APII recently participated in another of the excellent TechViews tweetchats, hosted by my friends from CA Technologies using the handle @TrendsInTech, on the topic, ‘The Risks & Rewards of API Development’. It was a great chat and you can check the full chat summary at Storify.

Among other things, I was at one point inspired to tweet that “an open API is a bit like a loaded gun: Harmless ‘per se,’ but lethal in the wrong hands.” Soon after, I received an email from someone reading the chat, asking for clarification, so I thought I would jot down my thoughts here.

My intent was to say that that, like a loaded gun, an open API is not necessarily bad per se but it certainly can be very dangerous if not handled correctly. It depends on what it does, who uses it, how they use it, what they intend to do and what they actually do (even accidentally). An open API with wide-open access, no throttling, no identity controls etc. is fine if it is used as intended. However, if it is used by a malicious actor, with malicious intent, and/or for a malicious outcome, then it can be very dangerous indeed.

One example of what can happen when an API is not protected, controlled and monitored happened recently with the Snapchat API.

Snapchat had an accessible (though not openly published) API that allowed any mobile Snapchat app user to provide a cellphone number and get back Snapchat profile details of the user with that phone number. This was designed to help users find their friends – innocuous enough on the surface, though clearly not informed by historical breaches caused by the same functionality.

As designed, this API was intended to accept a small number of cellphone numbers in each call, to return just a handful of known profiles. However, it was not well secured or properly throttled, leading to some dangerous unintended consequences. A small group of Australian security researchers known as Gibson Security figured out they could use the API programmatically to hammer the Snapchat servers with tens of thousands of phone numbers per request – some valid, many not. Pumping up to 75,000 requests into the API at a time ultimately resulted in Snapchat divulging profile details to 4.6 million users.

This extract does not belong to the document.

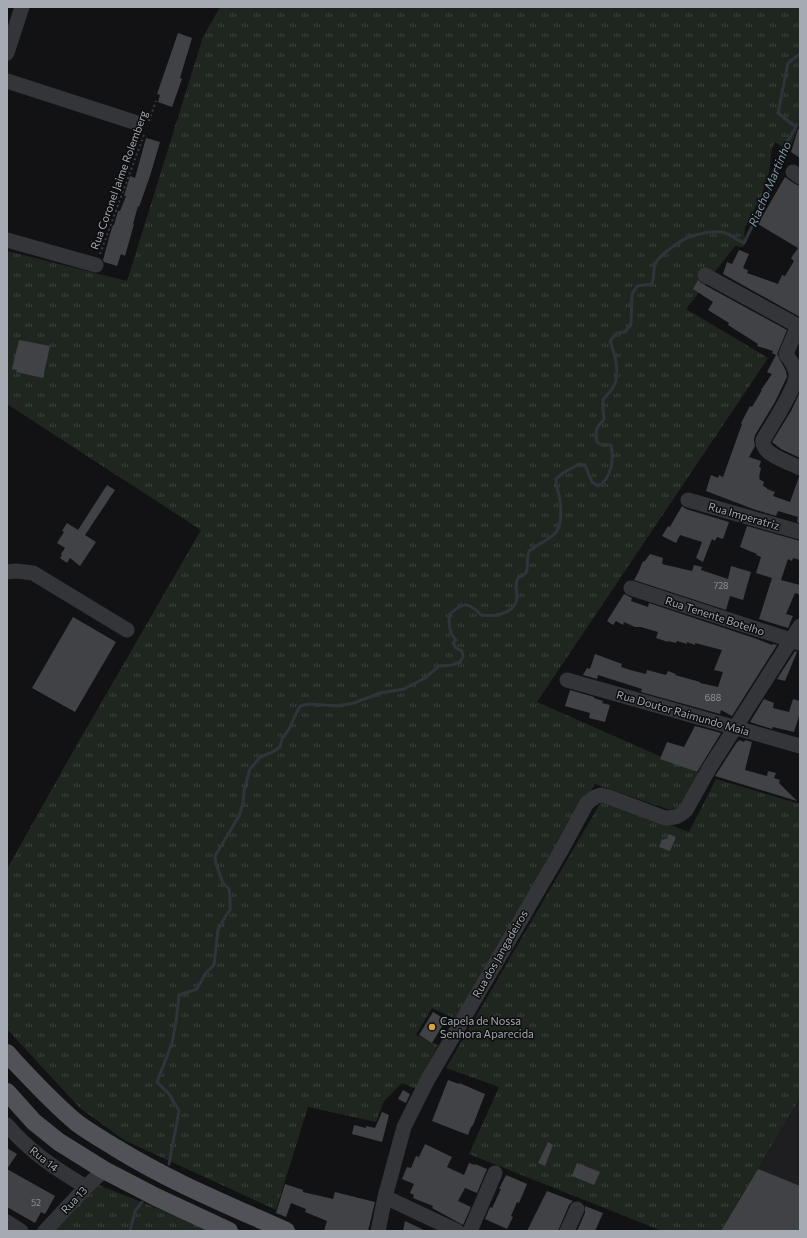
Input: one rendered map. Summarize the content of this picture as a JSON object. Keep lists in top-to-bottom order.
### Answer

In this respect, the Snapchat API was like a loaded gun just lying around. Only authorized users were meant to have access to it but there were no safeguards to make sure of this. Like a loaded gun, the API was harmless as long as the trained and registered owner (i.e. the Snapchat app) used it as intended. Yet it was still just lying around where anyone could get to it and when an unauthorized user eventually did access it, with intent to use it maliciously, there was no protection at all.

It wasn’t that the API was inherently malicious. Like a gun, it could be used for good or bad purposes but like a gun, handled by a malicious actor without protections, it became a harmful weapon.

From a customer perspective, this is unacceptable. Witness the outrage from the Snapchat user community when this was discovered (although you could be forgiven for thinking it really didn’t matter in the end). From a governance, audit, security and compliance perspective, no business should ever consider opening up their APIs to any users — internal or external — without adequate controls, such as identity and access management, threat protection, error detection, usage tracking and rate limiting.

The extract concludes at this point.